Ok , I think everyones talk of being lonely is taking its toll on me. But when say everyones I mean me. I ordered from another store telling myself that I was seeing how well their delivery was. But I think that I was just desperate to see another person up close without the curtains and windows of my hideout. And because of my anxieties, interactions are kept to the very minimum, plus I am the scary, cranky , old , unshaven fat guy. So they all look at me and scurry away, they all obviously were in a hurry to get away from me. But even though that was their response . I forced myself to analyze why the heck I placed 3 grocery orders in a week.
I need help eating some of this food.
And my conclusion can only be my extreme loneliness. My job, even though social interaction causes me great distress, my job must’ve in some way kept that strange feeling at bay.
Who’s coming over for some microwaveable breakfasts, not the tastiest but simple ones to make?

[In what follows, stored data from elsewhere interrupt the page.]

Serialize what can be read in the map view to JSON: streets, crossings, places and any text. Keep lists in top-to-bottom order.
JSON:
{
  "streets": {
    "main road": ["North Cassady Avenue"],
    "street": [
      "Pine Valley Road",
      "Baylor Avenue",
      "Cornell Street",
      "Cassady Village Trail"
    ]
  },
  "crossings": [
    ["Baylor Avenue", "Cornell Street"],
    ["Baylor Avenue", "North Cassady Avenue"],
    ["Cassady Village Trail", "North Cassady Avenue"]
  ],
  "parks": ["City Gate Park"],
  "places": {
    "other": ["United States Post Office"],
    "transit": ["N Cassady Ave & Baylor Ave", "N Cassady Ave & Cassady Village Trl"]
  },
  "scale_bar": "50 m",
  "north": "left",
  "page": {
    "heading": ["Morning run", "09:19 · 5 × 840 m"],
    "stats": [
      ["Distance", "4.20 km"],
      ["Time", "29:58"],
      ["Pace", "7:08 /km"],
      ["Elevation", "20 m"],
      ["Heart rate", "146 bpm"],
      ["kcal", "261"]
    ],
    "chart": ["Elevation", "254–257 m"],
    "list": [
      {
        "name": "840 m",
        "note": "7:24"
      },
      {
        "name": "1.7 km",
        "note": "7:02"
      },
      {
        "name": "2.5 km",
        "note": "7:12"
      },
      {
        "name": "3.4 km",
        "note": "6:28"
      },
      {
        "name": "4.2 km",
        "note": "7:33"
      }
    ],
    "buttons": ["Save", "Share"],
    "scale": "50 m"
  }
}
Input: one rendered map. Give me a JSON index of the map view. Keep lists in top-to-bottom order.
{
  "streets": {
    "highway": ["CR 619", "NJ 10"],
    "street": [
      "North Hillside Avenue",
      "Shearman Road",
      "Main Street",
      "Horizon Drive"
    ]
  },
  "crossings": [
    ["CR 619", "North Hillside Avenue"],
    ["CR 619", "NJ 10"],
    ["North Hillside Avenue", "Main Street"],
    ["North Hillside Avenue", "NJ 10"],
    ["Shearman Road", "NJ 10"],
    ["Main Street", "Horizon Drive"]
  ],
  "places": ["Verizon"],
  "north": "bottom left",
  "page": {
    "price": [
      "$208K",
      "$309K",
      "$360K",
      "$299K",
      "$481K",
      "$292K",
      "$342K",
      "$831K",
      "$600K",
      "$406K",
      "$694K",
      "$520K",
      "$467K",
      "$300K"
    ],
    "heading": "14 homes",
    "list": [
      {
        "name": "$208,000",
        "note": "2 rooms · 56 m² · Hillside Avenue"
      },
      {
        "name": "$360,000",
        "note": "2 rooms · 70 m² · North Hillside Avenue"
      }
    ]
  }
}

Starting to have issues with a sore shoulder from having to lay othat side most of the time, anybody have any ideas to handle it on my own. Advil and the like is out of the picture due to the medication I am taking. Heating pad helps a little but not enough. I probably should just live with it until the surgeon appointment.
My brain must be broken, thoughts are spinning around but I can’t grasp any of them. So the few of you that have been trying to read the pile of writings I have done here the last few days. Your eyeballs are spared from my thoughts for a bit.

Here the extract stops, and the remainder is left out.